Zoey soltó una risa.

—Solo tengo unas cuatro semanas, ¿y ya estás pensando en nombres para el bebé?

Leo tiró de su mano y la miró intensamente a los ojos.

—Cariño, estoy dispuesto a llenar mis pensamientos con cualquier cosa que te concierna, hasta el último detalle.

Bajó la mirada hacia su vientre.

—Daría a luz por ti si pudiera. Así no tendrías que sentir dolor.

Zoey sintió ganas de reír cuando dijo eso, pero el sentimiento desapareció cuando vio la sinceridad en la mirada de Leo. Sus palabras le calentaron el corazón.

—Tonto —sus labios se curvaron en una leve sonrisa—. ¿Cómo se te ocurrió algo así? ¿No temes que la gente se ría si te escucha decir eso?

A Leo no pareció importarle.

—¿Por qué tendría que temer eso? Es deber de un esposo soportar todas las dificultades por su esposa. Si no lo hace, solo puede significar que no tiene suficiente amor por la mujer que llevó a sus hijos.

Zoey quedó atónita. Miró profundamente en sus ojos.

…

Después de un largo rato, Zoey dijo:

—Leo, soy tan afortunada. ¡Soy tan afortunada de haberte conocido!

Leo le pellizcó la nariz.

—Aunque ya eres madre de dos hijos, sigues siendo una llorona.

—¿Qué tiene de malo llorar? Es solo porque me consientes demasiado, así que tienes que asumir la responsabilidad —dijo Zoey traviesamente, riendo y llorando al mismo tiempo.

Leo rugió de risa, atrayéndola a sus brazos.

Permanecieron así por un rato antes de regresar a su habitación.

El corazón de Darcy se llenó de celos mientras observaba toda la escena desde un rincón.

—Cariño, ahí estás. Te he estado buscando.

La voz de Isaac sonó detrás de ella.

Su voz tomó a Darcy por sorpresa, y ella giró para mirarlo con furia.

—¿Puedes dejar de seguirme? —siseó entre dientes apretados.

Isaac se rio.

—¿Qué pasa? ¿Ver al Sr. Yancey mimando a Zoey te puso celosa? —preguntó, deliberadamente añadiendo insulto a la herida.

Una expresión aterradora cruzó el rostro de Darcy.

—Cállate —gruñó—. Te pedí que vinieras para deshacerte de esa mujer, no para regodearte. Si no vas a ayudarme, entonces lárgate.

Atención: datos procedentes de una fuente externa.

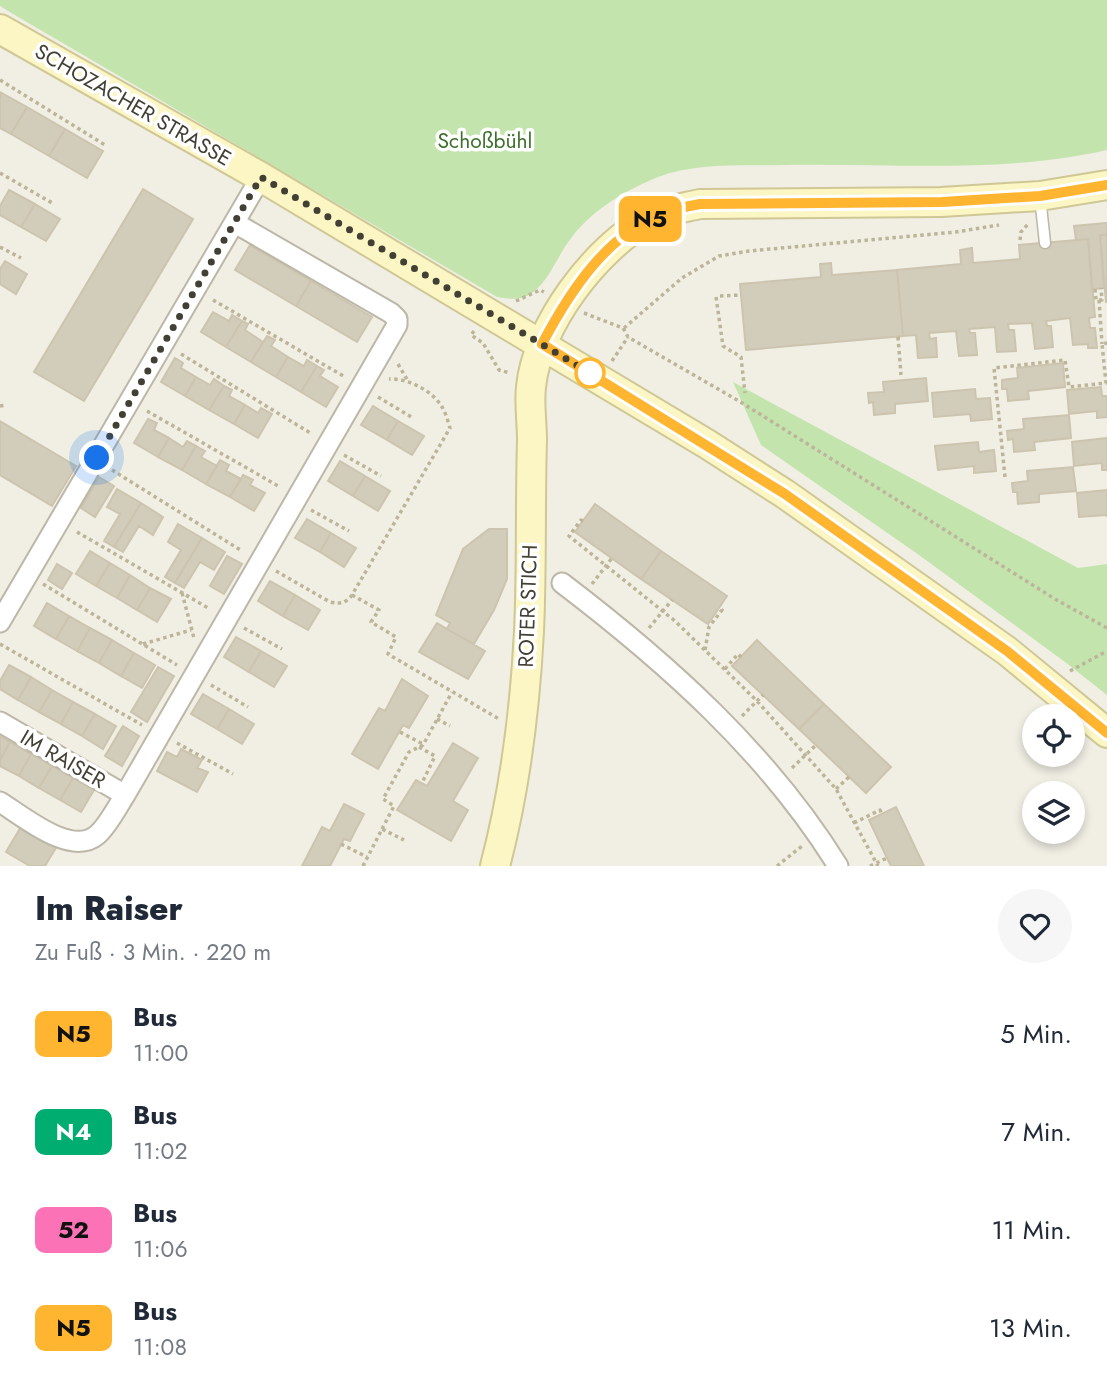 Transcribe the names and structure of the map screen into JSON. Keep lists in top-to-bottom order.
{
  "streets": {
    "main road": ["SCHOZACHER STRASSE", "ROTER STICH"],
    "street": ["IM RAISER"]
  },
  "crossings": [
    ["SCHOZACHER STRASSE", "ROTER STICH"]
  ],
  "parks": ["Schoßbühl"],
  "lines": ["bus line N5"],
  "page": {
    "on_map": "N5",
    "heading": ["Im Raiser", "Zu Fuß · 3 Min. · 220 m"],
    "list": [
      {
        "mark": "N5",
        "name": "Bus",
        "note": "11:00",
        "value": "5 Min."
      },
      {
        "mark": "N4",
        "name": "Bus",
        "note": "11:02",
        "value": "7 Min."
      },
      {
        "mark": "52",
        "name": "Bus",
        "note": "11:06",
        "value": "11 Min."
      },
      {
        "mark": "N5",
        "name": "Bus",
        "note": "11:08",
        "value": "13 Min."
      }
    ]
  }
}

No quiero volver a verte.

El rostro de Isaac palideció.

Extendió la mano y sujetó el mentón de Darcy, su penetrante mirada fija en su rostro.

—¡Qué fea!

Escupió las dos palabras fríamente.

Darcy estaba furiosa. —Isaac, tú…

—Cállate. No soporto los ruidos fuertes —dijo Isaac, cubriéndose los oídos. Darcy inmediatamente dejó de hablar, pero sus ojos aún brillaban de ira.

—Darcy, ¿sabes por qué nunca podrás compararte con Zoey? —preguntó Isaac. Estaba claro que sus palabras habían tocado un punto sensible.

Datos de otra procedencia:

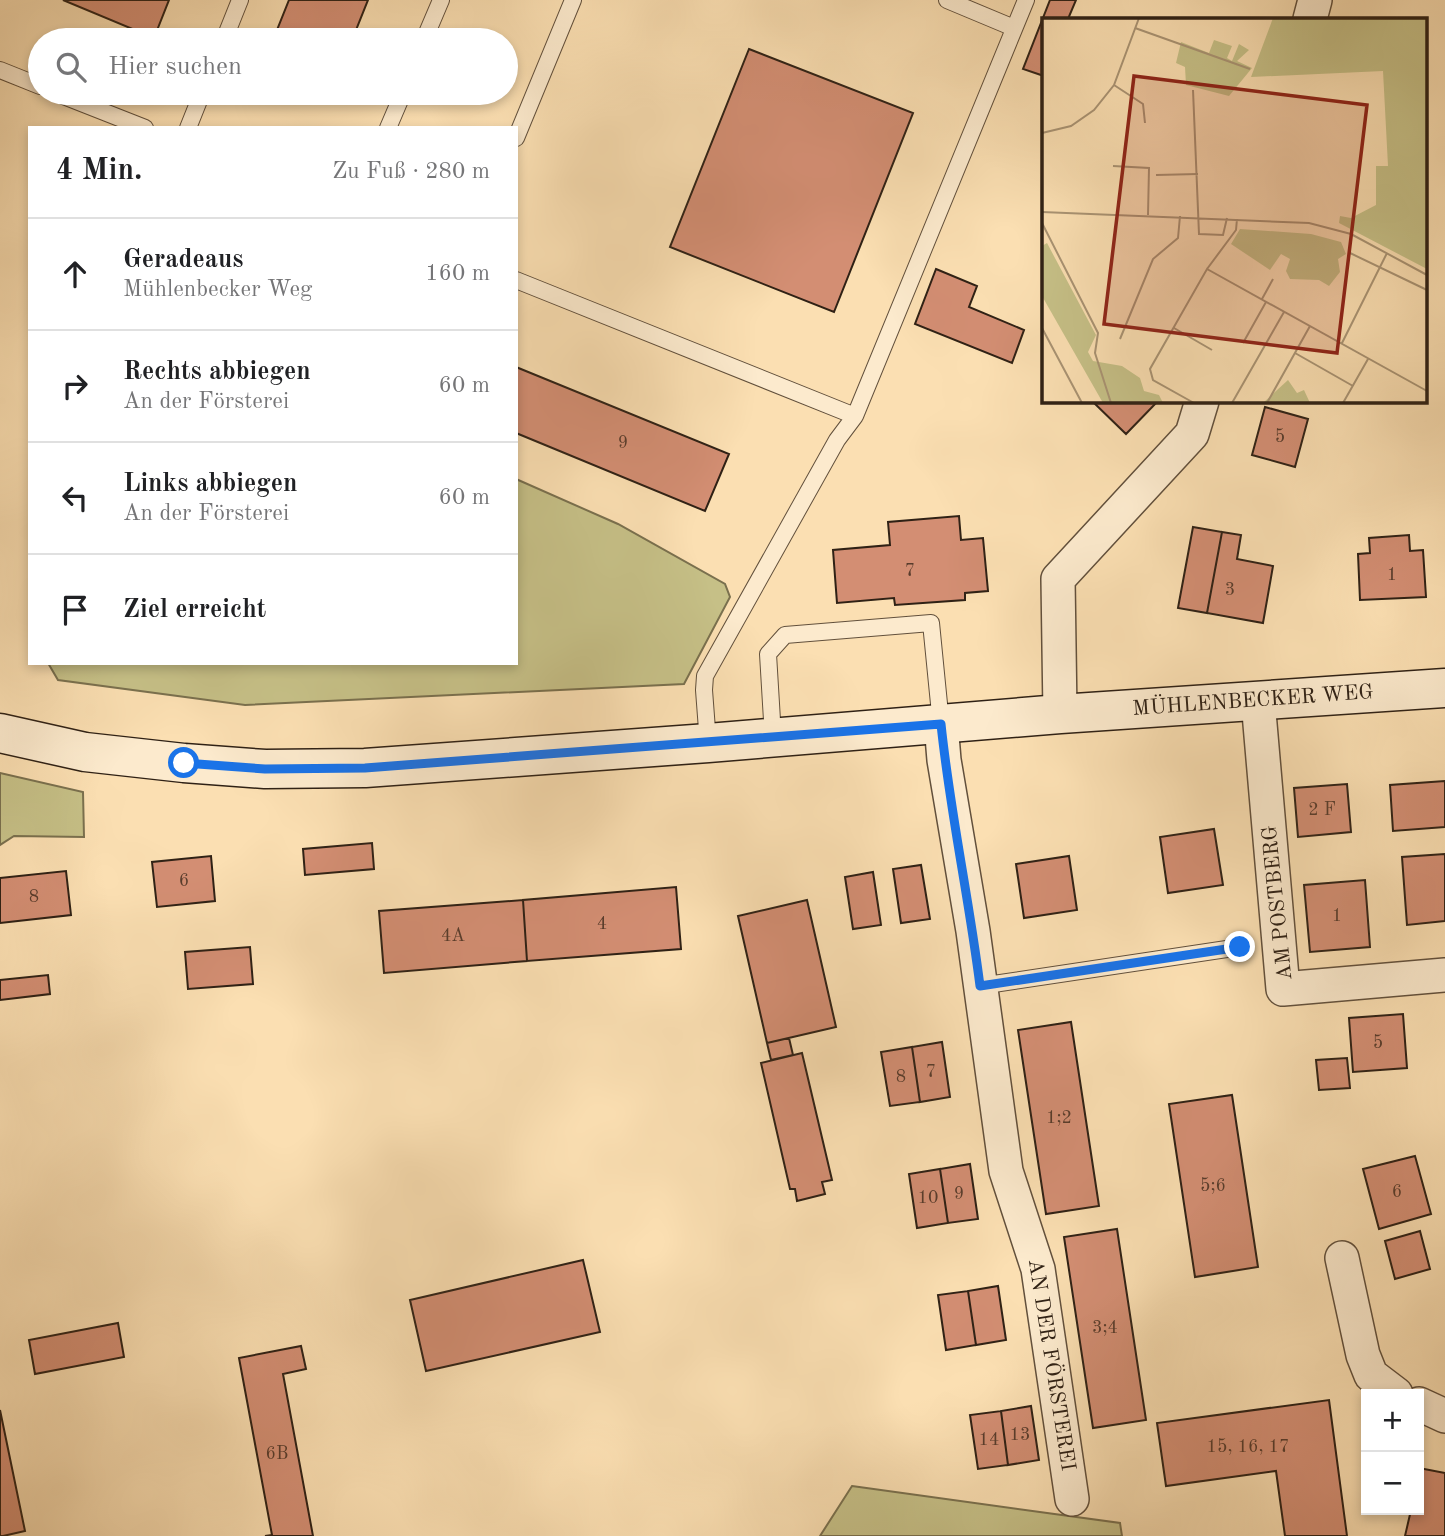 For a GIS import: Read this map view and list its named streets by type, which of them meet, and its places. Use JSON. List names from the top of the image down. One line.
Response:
{"streets":{"main road":["MÜHLENBECKER WEG"],"street":["AM POSTBERG","AN DER FÖRSTEREI"]},"crossings":[["MÜHLENBECKER WEG","AM POSTBERG"],["MÜHLENBECKER WEG","AN DER FÖRSTEREI"]],"house_numbers":["5","9","7","1","3","2 F","6","8","1","4","4A","5","7","8","1;2","5;6","6","9","10","3;4","13","14","15, 16, 17","6B"],"page":{"search":"Hier suchen","heading":["4 Min.","Zu Fuß · 280 m"],"list":[["Geradeaus","Mühlenbecker Weg","160 m"],["Rechts abbiegen","An der Försterei","60 m"],["Links abbiegen","An der Försterei","60 m"],"Ziel erreicht"],"map_buttons":["+","−"]}}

Darcy odiaba que le dijeran que no podía compararse con Zoey, especialmente por parte de Isaac. Podía sentir que el monstruo de ojos verdes en su interior alzaba su fea cabeza.

—Primero, no eres tan bonita como ella.

Isaac se atrevió a enumerar las diferencias entre Darcy y Zoey.

—Segundo, no eres tan inteligente ni tienes tantos modales —dijo mientras levantaba dos dedos.

—Tercero, ella tiene gemelos. Y en unos diez meses más o menos, tendrá otro bebé. Eso significa que tendrá tres hijos en total. No, tal vez incluso cuatro. Después de todo, ya ha tenido gemelos antes.

Luego continuó:

—Como trabajas para la familia Yancey, deberías saber mejor que nadie la importancia de tener un hijo varón en una familia prominente. Independientemente de los antecedentes y el estatus de la mujer, siempre que dé a luz a un hijo, ganará un puesto sólido en la familia. Y si tiene la suerte de tener otros dos o tres hijos varones, entonces su posición en la familia será inquebrantable.

Isaac hizo una pausa antes de decir:

—No importa cuánto juegue el hombre con otras mujeres, ella seguirá siendo la señora de la casa. Entonces, ¿en cuál de estos puntos crees que puedes superar a Zoey?

La mención de los hijos golpeó duramente a Darcy.

—Entonces solo tendré que hacer algo para evitar que tenga a su bebé —dijo con un tono escalofriante.

Sus palabras desencadenaron algo en Isaac.

Sus manos fueron directamente a su cuello y la levantó del suelo.

—No la lastimes —dijo en voz baja.

Darcy sintió como si le estuvieran exprimiendo el aire de los pulmones. Sus ojos comenzaron a enrojecerse, y parecía que iba a desmayarse.

—Suél… Suéltame —logró decir ahogadamente.

Al ver que Darcy no podía respirar, Isaac aflojó su agarre.

Cuando sus pies finalmente tocaron el suelo, Darcy jadeó en busca de aire, tosiendo y escupiendo.